You throw it up with speed 11m/s

How high above the ground will the upward thrown egg reach in m?

3 answers

To solve this problem, we can use the equations of motion for a freely falling object and a projectile in free fall. We know that the egg will be in free-fall after it is dropped, so we can use:

h = 0.5*g*t^2

where h is the height above the ground, g is the acceleration due to gravity (9.8 m/s^2), and t is the time in seconds. For the dropped egg, we can set h = 12m and solve for t:

12 = 0.5*9.8*t^2

t^2 = 12/4.9

t = sqrt(2.45)

t ≈ 1.57 s

So it takes 1.57 seconds for the egg to hit the ground after being dropped.
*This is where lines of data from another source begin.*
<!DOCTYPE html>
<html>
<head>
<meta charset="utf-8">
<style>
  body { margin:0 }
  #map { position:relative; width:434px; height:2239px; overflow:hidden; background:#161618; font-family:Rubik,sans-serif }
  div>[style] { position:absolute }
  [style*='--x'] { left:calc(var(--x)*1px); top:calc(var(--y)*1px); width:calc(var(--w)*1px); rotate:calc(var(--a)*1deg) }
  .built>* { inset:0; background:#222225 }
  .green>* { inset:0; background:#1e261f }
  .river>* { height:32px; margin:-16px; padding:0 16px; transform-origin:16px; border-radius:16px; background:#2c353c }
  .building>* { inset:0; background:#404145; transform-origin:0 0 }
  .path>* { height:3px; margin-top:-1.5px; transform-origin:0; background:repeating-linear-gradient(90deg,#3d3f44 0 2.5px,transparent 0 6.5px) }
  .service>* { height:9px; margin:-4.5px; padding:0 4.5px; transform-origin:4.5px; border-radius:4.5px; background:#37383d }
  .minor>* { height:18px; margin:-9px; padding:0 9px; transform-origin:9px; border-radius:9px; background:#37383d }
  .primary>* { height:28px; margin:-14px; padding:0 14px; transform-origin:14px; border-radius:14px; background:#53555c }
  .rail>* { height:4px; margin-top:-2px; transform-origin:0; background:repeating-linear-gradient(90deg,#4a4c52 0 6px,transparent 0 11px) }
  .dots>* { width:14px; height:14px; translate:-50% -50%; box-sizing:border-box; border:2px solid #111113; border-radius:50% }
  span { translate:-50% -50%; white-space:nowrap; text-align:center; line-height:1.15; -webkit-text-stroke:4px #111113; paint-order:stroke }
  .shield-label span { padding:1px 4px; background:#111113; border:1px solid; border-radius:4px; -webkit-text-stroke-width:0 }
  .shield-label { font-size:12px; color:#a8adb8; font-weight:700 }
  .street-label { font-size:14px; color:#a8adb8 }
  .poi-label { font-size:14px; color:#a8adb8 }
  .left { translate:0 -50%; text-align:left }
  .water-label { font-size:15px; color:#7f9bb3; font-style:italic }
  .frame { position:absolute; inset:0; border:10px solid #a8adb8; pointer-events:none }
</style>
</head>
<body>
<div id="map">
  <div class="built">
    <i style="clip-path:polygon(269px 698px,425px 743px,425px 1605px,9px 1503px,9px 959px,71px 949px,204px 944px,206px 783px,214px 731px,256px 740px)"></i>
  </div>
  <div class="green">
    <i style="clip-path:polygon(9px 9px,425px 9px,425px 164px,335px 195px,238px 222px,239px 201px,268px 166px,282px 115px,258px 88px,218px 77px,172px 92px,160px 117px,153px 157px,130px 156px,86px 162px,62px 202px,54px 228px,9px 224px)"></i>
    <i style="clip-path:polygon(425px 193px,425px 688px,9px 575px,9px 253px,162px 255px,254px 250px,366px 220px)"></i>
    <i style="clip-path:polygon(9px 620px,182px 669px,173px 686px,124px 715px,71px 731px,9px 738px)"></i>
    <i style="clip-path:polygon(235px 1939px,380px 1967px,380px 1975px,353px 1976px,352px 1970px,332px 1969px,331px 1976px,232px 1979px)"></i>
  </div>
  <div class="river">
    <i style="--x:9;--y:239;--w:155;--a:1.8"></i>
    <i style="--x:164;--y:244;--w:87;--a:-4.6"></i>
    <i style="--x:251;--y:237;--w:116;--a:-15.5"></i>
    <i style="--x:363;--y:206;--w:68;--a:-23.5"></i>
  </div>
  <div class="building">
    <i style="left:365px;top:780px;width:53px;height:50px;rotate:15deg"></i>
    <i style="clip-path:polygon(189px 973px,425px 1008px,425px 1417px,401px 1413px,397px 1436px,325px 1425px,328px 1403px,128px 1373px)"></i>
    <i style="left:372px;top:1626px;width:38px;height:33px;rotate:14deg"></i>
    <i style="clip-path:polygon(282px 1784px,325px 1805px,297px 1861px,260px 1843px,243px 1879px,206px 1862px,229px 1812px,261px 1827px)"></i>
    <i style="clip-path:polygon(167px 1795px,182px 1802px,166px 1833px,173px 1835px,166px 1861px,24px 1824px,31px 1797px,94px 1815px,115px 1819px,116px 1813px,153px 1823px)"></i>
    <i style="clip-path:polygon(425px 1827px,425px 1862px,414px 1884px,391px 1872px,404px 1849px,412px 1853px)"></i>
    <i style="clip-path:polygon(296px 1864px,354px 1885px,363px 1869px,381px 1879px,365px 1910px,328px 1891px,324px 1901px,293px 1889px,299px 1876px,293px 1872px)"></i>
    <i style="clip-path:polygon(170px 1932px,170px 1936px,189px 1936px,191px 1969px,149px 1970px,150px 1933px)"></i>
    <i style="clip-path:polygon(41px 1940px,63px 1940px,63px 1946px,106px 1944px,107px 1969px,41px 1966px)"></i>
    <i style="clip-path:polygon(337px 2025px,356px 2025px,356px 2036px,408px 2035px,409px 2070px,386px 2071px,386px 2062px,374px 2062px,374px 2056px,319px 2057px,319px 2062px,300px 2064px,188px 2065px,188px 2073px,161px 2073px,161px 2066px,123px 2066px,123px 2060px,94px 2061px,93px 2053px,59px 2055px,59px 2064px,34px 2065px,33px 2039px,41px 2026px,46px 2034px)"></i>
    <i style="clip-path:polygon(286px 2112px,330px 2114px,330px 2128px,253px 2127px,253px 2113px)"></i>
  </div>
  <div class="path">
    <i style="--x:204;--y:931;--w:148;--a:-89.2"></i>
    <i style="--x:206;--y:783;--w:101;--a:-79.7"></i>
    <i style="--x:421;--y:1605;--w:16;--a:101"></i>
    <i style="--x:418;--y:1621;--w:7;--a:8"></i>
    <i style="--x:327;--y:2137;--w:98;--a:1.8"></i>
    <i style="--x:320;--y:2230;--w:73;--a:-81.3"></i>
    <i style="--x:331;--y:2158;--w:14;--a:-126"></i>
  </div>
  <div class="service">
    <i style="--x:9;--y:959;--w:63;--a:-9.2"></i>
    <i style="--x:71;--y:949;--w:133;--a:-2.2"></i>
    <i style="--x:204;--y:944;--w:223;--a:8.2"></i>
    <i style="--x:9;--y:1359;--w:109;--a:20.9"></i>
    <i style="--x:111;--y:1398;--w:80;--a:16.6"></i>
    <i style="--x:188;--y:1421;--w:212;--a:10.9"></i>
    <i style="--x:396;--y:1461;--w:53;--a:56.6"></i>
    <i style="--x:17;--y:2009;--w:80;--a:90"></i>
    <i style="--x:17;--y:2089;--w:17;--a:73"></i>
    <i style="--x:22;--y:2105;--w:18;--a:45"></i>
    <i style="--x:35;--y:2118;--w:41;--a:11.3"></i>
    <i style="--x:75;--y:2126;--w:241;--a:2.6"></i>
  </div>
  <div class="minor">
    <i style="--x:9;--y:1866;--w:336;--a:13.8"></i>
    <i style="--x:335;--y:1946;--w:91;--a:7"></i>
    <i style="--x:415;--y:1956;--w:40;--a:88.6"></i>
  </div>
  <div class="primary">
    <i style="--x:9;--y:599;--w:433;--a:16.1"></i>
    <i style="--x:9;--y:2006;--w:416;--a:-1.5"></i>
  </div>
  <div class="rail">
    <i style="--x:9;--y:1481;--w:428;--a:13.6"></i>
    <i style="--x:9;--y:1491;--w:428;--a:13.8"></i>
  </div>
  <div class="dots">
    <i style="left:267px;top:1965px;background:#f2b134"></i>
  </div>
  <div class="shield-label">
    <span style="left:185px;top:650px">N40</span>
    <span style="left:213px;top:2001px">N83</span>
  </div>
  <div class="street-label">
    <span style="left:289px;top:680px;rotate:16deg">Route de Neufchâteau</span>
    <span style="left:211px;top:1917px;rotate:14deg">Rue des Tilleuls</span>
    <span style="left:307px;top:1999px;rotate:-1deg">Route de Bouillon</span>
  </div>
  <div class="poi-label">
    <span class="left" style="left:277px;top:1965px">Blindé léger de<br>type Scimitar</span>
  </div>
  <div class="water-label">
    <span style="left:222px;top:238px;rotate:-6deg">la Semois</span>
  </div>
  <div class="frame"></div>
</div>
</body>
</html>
For the upward thrown egg, we can use the equation of motion for a projectile in free fall:

h = v0*t + 0.5*g*t^2

where h is the height above the ground, v0 is the initial upward velocity (11 m/s), g is the acceleration due to gravity (9.8 m/s^2), and t is the time in seconds. To find the maximum height, we can set the velocity at the maximum height to zero:

0 = v0 + g*t_max

t_max = -v0/g

t_max = -11/(-9.8)

t_max ≈ 1.12 s

So the egg reaches its maximum height at 1.12 seconds after being thrown upwards. We can now use this time to find the height:

h = v0*t_max + 0.5*g*t_max^2

h = 11*1.12 + 0.5*9.8*(1.12)^2

h ≈ 17.8 m

Therefore, the upward thrown egg will reach a height of approximately 17.8 meters above the ground.
You are 12 meters high when you throw it up
How high above you will it go?
Vi = 12
v = Vi- g t
0 = 12 - 9.81 t
t = 1.22 seconds upward
H above you = Vi t - 4.9 t^2
= 12 (1.22) - 4.9 (1.22)^2
= 14.7 - 7.3
= 7.4 meters above roof
so it reaches 7.4 + 12 = 19.4 meters
above the ground and 7.4 meters above you.